(Stored data entries)

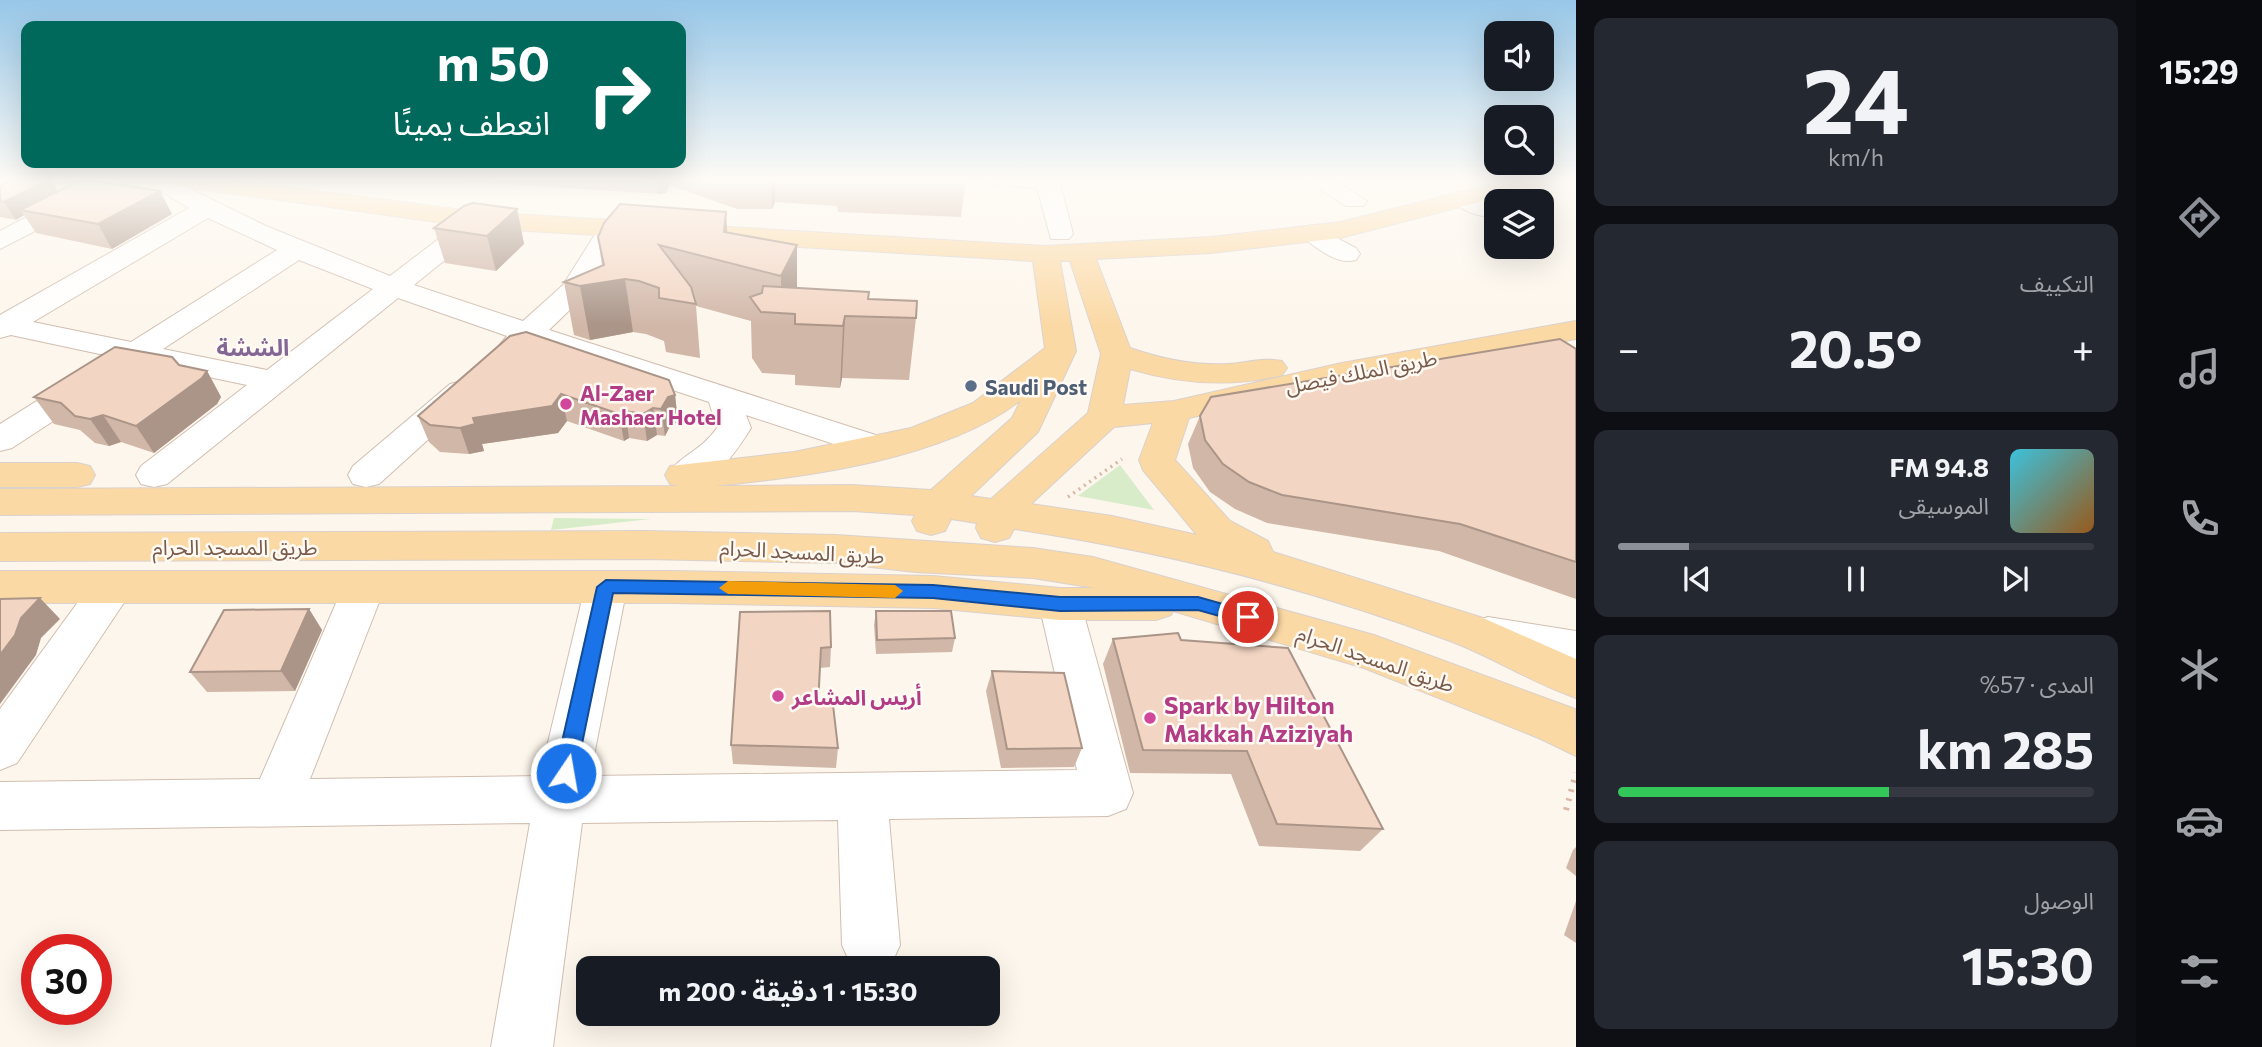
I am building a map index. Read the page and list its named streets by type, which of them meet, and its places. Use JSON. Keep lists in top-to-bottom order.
{
  "streets": {
    "main road": ["طريق الملك فيصل", "طريق المسجد الحرام"]
  },
  "districts": ["الششة"],
  "places": [
    "Saudi Post",
    "Al-Zaer Mashaer Hotel",
    "أريس المشاعر",
    "Spark by Hilton Makkah Aziziyah"
  ],
  "page": {
    "tabs": "15:29",
    "tile": [
      ["24", "km/h"],
      "التكييف",
      ["المدى · 57%", "285 km"],
      ["الوصول", "15:30"]
    ],
    "turn": ["50 m", "انعطف يمينًا"],
    "heat": ["−", "20.5°", "+"],
    "song": ["94.8 FM", "الموسيقى"],
    "limit": "30",
    "trip": "15:30 · 1 دقيقة · 200 m"
  }
}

- _TASK INSTRUCTIONS_: Please transcribe each line above exactly, but leave the images out.

- _OUTPUT FOR THIS TASK_:
I am building a map index. Read the page and list its named streets by type, which of them meet, and its places. Use JSON. Keep lists in top-to-bottom order.
{
  "streets": {
    "main road": ["طريق الملك فيصل", "طريق المسجد الحرام"]
  },
  "districts": ["الششة"],
  "places": [
    "Saudi Post",
    "Al-Zaer Mashaer Hotel",
    "أريس المشاعر",
    "Spark by Hilton Makkah Aziziyah"
  ],
  "page": {
    "tabs": "15:29",
    "tile": [
      ["24", "km/h"],
      "التكييف",
      ["المدى · 57%", "285 km"],
      ["الوصول", "15:30"]
    ],
    "turn": ["50 m", "انعطف يمينًا"],
    "heat": ["−", "20.5°", "+"],
    "song": ["94.8 FM", "الموسيقى"],
    "limit": "30",
    "trip": "15:30 · 1 دقيقة · 200 m"
  }
}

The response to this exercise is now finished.